YOUR GOAL -
Reproduce each line below without any alteration.

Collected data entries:
=====

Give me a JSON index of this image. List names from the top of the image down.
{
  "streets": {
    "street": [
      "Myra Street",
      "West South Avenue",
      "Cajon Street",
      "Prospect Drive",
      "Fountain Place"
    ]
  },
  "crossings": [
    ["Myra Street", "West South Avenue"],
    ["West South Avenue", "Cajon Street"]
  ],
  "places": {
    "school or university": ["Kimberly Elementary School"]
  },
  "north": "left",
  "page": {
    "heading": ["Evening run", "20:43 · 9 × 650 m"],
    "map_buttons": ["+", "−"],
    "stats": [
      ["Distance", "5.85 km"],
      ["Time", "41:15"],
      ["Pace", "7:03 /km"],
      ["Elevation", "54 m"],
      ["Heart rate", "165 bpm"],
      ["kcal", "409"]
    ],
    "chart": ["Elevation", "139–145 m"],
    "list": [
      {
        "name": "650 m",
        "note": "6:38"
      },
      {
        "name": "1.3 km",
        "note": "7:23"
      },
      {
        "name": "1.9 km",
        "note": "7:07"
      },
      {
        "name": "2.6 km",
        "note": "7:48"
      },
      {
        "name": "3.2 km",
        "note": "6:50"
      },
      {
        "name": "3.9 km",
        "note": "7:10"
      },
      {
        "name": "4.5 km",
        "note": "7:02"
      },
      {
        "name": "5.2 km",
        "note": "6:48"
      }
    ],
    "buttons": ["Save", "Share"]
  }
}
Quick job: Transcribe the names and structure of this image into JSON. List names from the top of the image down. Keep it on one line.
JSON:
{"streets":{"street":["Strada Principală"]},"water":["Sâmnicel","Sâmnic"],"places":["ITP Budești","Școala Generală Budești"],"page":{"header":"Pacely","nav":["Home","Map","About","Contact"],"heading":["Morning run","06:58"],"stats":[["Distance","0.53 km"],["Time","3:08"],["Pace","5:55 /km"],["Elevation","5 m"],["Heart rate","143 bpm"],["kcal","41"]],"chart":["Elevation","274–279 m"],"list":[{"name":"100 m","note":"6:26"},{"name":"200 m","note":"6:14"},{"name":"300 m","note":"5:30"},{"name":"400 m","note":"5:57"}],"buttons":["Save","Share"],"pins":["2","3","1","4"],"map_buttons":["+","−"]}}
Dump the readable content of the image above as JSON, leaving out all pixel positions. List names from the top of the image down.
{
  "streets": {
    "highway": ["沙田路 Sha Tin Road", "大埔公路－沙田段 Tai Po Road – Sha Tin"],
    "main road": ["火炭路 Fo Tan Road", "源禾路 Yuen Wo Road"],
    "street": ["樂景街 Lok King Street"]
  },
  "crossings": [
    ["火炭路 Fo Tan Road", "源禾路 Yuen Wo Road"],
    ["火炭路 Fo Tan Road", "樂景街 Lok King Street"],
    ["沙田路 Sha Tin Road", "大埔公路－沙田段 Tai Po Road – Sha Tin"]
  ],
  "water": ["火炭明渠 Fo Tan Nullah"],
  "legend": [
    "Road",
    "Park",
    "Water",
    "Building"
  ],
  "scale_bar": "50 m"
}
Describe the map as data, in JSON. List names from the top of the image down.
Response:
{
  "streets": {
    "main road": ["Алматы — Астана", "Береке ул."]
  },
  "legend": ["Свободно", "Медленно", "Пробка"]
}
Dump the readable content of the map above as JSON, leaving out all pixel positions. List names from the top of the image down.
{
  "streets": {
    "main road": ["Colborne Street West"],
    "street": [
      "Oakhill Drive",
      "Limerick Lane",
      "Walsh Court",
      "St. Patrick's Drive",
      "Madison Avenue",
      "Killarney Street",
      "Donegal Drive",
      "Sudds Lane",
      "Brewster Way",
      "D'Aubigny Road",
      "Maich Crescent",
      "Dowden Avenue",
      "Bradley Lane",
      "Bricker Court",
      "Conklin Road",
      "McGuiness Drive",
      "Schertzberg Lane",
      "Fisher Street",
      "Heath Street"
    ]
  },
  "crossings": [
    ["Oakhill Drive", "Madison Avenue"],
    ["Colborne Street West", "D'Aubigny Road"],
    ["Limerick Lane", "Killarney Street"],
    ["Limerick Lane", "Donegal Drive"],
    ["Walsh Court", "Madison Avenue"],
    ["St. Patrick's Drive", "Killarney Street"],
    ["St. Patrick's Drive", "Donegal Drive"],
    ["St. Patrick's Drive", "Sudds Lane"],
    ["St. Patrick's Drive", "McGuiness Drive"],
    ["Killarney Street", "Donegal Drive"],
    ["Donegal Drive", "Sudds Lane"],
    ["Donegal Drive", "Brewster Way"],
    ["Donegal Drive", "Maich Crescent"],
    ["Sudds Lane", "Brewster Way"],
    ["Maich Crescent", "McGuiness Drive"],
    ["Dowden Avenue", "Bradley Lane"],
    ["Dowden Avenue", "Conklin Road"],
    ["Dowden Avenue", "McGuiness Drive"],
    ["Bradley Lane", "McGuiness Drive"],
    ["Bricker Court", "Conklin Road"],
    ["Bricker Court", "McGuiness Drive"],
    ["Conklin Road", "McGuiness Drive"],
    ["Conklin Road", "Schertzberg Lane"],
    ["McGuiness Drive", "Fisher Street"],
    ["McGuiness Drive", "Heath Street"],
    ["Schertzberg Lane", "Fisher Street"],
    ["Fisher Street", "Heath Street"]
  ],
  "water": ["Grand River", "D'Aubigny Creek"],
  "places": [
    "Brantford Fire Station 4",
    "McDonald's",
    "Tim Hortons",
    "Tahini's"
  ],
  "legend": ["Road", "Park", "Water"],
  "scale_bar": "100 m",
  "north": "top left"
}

=====

ANSWER FOR THIS EXERCISE -
Give me a JSON index of this image. List names from the top of the image down.
{
  "streets": {
    "street": [
      "Myra Street",
      "West South Avenue",
      "Cajon Street",
      "Prospect Drive",
      "Fountain Place"
    ]
  },
  "crossings": [
    ["Myra Street", "West South Avenue"],
    ["West South Avenue", "Cajon Street"]
  ],
  "places": {
    "school or university": ["Kimberly Elementary School"]
  },
  "north": "left",
  "page": {
    "heading": ["Evening run", "20:43 · 9 × 650 m"],
    "map_buttons": ["+", "−"],
    "stats": [
      ["Distance", "5.85 km"],
      ["Time", "41:15"],
      ["Pace", "7:03 /km"],
      ["Elevation", "54 m"],
      ["Heart rate", "165 bpm"],
      ["kcal", "409"]
    ],
    "chart": ["Elevation", "139–145 m"],
    "list": [
      {
        "name": "650 m",
        "note": "6:38"
      },
      {
        "name": "1.3 km",
        "note": "7:23"
      },
      {
        "name": "1.9 km",
        "note": "7:07"
      },
      {
        "name": "2.6 km",
        "note": "7:48"
      },
      {
        "name": "3.2 km",
        "note": "6:50"
      },
      {
        "name": "3.9 km",
        "note": "7:10"
      },
      {
        "name": "4.5 km",
        "note": "7:02"
      },
      {
        "name": "5.2 km",
        "note": "6:48"
      }
    ],
    "buttons": ["Save", "Share"]
  }
}
Quick job: Transcribe the names and structure of this image into JSON. List names from the top of the image down. Keep it on one line.
JSON:
{"streets":{"street":["Strada Principală"]},"water":["Sâmnicel","Sâmnic"],"places":["ITP Budești","Școala Generală Budești"],"page":{"header":"Pacely","nav":["Home","Map","About","Contact"],"heading":["Morning run","06:58"],"stats":[["Distance","0.53 km"],["Time","3:08"],["Pace","5:55 /km"],["Elevation","5 m"],["Heart rate","143 bpm"],["kcal","41"]],"chart":["Elevation","274–279 m"],"list":[{"name":"100 m","note":"6:26"},{"name":"200 m","note":"6:14"},{"name":"300 m","note":"5:30"},{"name":"400 m","note":"5:57"}],"buttons":["Save","Share"],"pins":["2","3","1","4"],"map_buttons":["+","−"]}}
Dump the readable content of the image above as JSON, leaving out all pixel positions. List names from the top of the image down.
{
  "streets": {
    "highway": ["沙田路 Sha Tin Road", "大埔公路－沙田段 Tai Po Road – Sha Tin"],
    "main road": ["火炭路 Fo Tan Road", "源禾路 Yuen Wo Road"],
    "street": ["樂景街 Lok King Street"]
  },
  "crossings": [
    ["火炭路 Fo Tan Road", "源禾路 Yuen Wo Road"],
    ["火炭路 Fo Tan Road", "樂景街 Lok King Street"],
    ["沙田路 Sha Tin Road", "大埔公路－沙田段 Tai Po Road – Sha Tin"]
  ],
  "water": ["火炭明渠 Fo Tan Nullah"],
  "legend": [
    "Road",
    "Park",
    "Water",
    "Building"
  ],
  "scale_bar": "50 m"
}
Describe the map as data, in JSON. List names from the top of the image down.
Response:
{
  "streets": {
    "main road": ["Алматы — Астана", "Береке ул."]
  },
  "legend": ["Свободно", "Медленно", "Пробка"]
}
Dump the readable content of the map above as JSON, leaving out all pixel positions. List names from the top of the image down.
{
  "streets": {
    "main road": ["Colborne Street West"],
    "street": [
      "Oakhill Drive",
      "Limerick Lane",
      "Walsh Court",
      "St. Patrick's Drive",
      "Madison Avenue",
      "Killarney Street",
      "Donegal Drive",
      "Sudds Lane",
      "Brewster Way",
      "D'Aubigny Road",
      "Maich Crescent",
      "Dowden Avenue",
      "Bradley Lane",
      "Bricker Court",
      "Conklin Road",
      "McGuiness Drive",
      "Schertzberg Lane",
      "Fisher Street",
      "Heath Street"
    ]
  },
  "crossings": [
    ["Oakhill Drive", "Madison Avenue"],
    ["Colborne Street West", "D'Aubigny Road"],
    ["Limerick Lane", "Killarney Street"],
    ["Limerick Lane", "Donegal Drive"],
    ["Walsh Court", "Madison Avenue"],
    ["St. Patrick's Drive", "Killarney Street"],
    ["St. Patrick's Drive", "Donegal Drive"],
    ["St. Patrick's Drive", "Sudds Lane"],
    ["St. Patrick's Drive", "McGuiness Drive"],
    ["Killarney Street", "Donegal Drive"],
    ["Donegal Drive", "Sudds Lane"],
    ["Donegal Drive", "Brewster Way"],
    ["Donegal Drive", "Maich Crescent"],
    ["Sudds Lane", "Brewster Way"],
    ["Maich Crescent", "McGuiness Drive"],
    ["Dowden Avenue", "Bradley Lane"],
    ["Dowden Avenue", "Conklin Road"],
    ["Dowden Avenue", "McGuiness Drive"],
    ["Bradley Lane", "McGuiness Drive"],
    ["Bricker Court", "Conklin Road"],
    ["Bricker Court", "McGuiness Drive"],
    ["Conklin Road", "McGuiness Drive"],
    ["Conklin Road", "Schertzberg Lane"],
    ["McGuiness Drive", "Fisher Street"],
    ["McGuiness Drive", "Heath Street"],
    ["Schertzberg Lane", "Fisher Street"],
    ["Fisher Street", "Heath Street"]
  ],
  "water": ["Grand River", "D'Aubigny Creek"],
  "places": [
    "Brantford Fire Station 4",
    "McDonald's",
    "Tim Hortons",
    "Tahini's"
  ],
  "legend": ["Road", "Park", "Water"],
  "scale_bar": "100 m",
  "north": "top left"
}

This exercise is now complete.